Moulsham Street (Stone Bridge end, by Cash Converters)

About

The small Roman market town of Caesaromagus (meaning the plain or marketplace of Caesar) lay to the south of the River Can, along the main London to Colchester road, which the line of Moulsham Street still follows.

It was probably founded in the wake of the Boudiccan uprising in 61 CE as a military road station. In 120s CE, a mansio was built, first in timber and soon after in stone. This building was used by travelling officials and offered overnight accommodation and a change of horses. It was certainly the most imposing building in the town (compare its size with the number of modern houses now on the same site) and it would probably have also acted as the Roman town hall and market. Parts of the mansio and its bath-house have been excavated and walls over a metre high have been found, but nothing survives above ground level.

Map showing sites of Roman remains in Chelmsford

Excavations off Moulsham Street and Hall Street have revealed the narrow, thatched timber houses that once lined the Roman streets. In one quarter, near the Life Church in Hall Street, cattle carcasses were being processed and their horns removed. The horn was highly prized and would have been carved into decorative veneers and hair pins.

At the end of the 2nd century, the town was enclosed by a defensive earth bank and ditch for a short time, presumably a measure against civil or military unrest. On the Godfreys Mews site, between Grove Road and Hamlet Road, the entrance through the defences was protected by three parallel ditches, each two metres deep.

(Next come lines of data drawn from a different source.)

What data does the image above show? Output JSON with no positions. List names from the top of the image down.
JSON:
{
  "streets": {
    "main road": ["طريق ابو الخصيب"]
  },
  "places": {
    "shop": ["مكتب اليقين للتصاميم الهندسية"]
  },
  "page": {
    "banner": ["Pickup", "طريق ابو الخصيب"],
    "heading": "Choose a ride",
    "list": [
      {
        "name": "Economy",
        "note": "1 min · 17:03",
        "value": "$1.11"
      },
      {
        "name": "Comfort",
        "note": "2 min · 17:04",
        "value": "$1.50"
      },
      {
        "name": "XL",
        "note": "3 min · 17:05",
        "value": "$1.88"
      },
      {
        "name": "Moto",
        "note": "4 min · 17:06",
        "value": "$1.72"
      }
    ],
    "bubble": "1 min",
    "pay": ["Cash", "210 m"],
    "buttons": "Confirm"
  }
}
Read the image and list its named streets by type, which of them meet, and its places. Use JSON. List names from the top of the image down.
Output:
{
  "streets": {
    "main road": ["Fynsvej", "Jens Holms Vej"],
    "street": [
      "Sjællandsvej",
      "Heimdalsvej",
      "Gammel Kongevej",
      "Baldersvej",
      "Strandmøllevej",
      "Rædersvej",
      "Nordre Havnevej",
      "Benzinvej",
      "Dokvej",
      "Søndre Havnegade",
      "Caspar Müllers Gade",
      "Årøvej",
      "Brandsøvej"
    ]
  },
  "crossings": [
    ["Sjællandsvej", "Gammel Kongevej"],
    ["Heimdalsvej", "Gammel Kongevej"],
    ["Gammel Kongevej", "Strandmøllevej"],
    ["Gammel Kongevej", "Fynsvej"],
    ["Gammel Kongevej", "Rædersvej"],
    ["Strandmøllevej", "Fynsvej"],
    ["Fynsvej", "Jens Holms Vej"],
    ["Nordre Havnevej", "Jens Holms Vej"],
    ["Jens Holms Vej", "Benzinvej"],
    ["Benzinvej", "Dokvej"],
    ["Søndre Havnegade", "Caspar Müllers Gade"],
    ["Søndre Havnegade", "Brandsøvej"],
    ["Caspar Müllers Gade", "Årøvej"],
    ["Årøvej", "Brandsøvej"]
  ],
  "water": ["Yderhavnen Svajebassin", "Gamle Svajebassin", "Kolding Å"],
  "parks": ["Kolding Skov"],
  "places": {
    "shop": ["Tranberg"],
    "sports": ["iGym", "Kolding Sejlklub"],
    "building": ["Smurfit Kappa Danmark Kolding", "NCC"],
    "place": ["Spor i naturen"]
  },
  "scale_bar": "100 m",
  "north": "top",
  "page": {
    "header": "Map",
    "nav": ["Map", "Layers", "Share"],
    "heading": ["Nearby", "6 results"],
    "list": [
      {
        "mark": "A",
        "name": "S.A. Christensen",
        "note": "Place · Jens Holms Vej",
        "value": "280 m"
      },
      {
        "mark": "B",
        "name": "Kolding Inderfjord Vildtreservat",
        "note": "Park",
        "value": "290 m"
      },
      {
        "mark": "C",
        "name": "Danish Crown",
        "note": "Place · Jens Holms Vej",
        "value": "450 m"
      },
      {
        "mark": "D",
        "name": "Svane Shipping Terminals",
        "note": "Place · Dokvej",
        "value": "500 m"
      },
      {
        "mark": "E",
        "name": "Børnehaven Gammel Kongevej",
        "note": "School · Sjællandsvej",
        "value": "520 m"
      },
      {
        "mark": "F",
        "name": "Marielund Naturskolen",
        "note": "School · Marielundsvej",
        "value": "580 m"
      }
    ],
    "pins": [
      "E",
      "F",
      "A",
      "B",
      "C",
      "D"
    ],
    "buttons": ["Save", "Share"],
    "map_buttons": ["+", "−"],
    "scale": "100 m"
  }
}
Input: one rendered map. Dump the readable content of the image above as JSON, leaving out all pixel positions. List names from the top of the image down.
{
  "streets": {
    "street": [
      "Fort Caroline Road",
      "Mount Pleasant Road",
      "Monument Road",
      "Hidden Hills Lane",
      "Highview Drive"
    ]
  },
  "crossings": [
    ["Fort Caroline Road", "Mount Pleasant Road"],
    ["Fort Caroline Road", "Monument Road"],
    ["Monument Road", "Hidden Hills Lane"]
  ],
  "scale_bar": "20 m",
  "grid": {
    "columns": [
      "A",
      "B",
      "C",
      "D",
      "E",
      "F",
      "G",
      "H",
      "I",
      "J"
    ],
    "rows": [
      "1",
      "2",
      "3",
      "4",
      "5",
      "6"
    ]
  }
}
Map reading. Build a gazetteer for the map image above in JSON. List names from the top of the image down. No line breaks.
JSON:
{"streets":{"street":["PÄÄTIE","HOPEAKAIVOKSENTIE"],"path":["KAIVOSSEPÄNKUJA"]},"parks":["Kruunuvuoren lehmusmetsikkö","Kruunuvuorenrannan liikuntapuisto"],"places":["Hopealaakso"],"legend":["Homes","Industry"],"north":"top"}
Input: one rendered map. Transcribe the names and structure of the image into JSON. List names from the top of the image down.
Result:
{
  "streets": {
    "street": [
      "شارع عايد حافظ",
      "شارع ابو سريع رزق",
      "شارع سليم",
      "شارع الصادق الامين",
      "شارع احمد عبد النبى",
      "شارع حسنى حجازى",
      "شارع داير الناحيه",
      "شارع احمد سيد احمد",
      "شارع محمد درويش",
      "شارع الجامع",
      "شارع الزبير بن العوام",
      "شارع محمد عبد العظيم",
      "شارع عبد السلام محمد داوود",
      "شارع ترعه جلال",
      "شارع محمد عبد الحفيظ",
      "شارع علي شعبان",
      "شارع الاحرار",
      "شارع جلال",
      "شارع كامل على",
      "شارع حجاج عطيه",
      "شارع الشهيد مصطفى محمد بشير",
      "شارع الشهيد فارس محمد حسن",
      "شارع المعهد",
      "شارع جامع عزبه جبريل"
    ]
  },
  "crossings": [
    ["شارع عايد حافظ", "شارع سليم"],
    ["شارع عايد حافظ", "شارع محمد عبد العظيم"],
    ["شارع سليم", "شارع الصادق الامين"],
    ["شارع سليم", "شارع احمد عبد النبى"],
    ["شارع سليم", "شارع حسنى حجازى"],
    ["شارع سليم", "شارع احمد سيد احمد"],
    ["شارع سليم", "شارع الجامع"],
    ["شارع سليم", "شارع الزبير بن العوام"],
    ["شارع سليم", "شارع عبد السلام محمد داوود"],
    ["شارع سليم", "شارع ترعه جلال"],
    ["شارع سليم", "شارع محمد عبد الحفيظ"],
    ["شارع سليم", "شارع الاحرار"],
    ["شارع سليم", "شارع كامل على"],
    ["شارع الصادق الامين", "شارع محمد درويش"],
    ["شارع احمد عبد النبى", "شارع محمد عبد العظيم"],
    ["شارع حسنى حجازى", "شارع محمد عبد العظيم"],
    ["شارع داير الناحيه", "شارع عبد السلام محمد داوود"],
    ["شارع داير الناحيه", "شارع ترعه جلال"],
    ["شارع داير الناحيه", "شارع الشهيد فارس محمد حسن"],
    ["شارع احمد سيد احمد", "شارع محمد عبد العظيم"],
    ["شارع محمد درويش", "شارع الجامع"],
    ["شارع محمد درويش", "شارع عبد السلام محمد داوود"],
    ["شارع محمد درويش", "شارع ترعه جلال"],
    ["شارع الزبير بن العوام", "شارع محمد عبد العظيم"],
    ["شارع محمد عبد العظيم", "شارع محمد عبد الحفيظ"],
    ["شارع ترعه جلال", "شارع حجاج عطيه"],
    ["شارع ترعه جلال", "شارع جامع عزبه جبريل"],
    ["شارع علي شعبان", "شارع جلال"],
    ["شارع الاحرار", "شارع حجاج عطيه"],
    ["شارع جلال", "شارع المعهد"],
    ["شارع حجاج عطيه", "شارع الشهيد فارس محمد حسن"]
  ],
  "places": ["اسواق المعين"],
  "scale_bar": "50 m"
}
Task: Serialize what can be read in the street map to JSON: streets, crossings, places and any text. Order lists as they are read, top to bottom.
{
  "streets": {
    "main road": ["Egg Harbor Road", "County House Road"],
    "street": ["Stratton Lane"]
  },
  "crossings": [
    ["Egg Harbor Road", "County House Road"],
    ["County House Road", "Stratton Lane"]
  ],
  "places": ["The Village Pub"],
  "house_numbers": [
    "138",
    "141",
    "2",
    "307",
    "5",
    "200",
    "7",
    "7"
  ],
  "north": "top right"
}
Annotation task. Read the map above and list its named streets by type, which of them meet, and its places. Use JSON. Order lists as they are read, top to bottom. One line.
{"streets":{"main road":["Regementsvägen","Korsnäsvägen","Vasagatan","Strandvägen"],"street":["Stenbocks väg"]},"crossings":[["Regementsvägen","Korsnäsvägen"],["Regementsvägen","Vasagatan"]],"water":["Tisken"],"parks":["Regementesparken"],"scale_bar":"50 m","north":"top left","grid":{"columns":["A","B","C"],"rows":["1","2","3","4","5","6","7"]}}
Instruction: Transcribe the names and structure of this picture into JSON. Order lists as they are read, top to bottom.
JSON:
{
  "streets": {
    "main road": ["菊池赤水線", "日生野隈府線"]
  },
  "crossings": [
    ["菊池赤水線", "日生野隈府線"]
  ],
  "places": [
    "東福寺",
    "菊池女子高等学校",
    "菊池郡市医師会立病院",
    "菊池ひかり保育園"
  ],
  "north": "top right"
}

Away from the Roman town centre, there was a religious precinct which was excavated in 1970-71 when Parkway and the Odeon roundabout were built. The religious importance of this site was long-lived and evidence of 1st century bronze brooches, rings and bracelets dedicated to pagan gods have been found. Around 325 CE, an octagonal masonry temple was built. Unfortunately nothing survives above ground today, as the stones used in its construction were later removed for use in buildings elsewhere.

Cemeteries lay immediately outside the town. Burials have been found further down Moulsham Street at Godfreys Mews and in Rothesay Avenue.

At the end of the 4th century, the Roman army left Britain and the civilised Roman way of life slowly collapsed. The arriving Anglo-Saxons never lived in the Roman town, preferring to build their own settlements at places like Springfield and Broomfield. Caesaromagus became derelict and remained so until Norman times, when the river crossing was re-established in 1100, and a new town founded north of the river in 1199.

Excavations have revealed decorated medieval floor tiles, painted window glass, and a bone parchment pricker, used by monastic scribes to follow a manuscript. Digs between Mildmay Road and Roman Road have uncovered the heating system of the Roman baths.

Many of the Roman finds can be seen in Chelmsford Museum.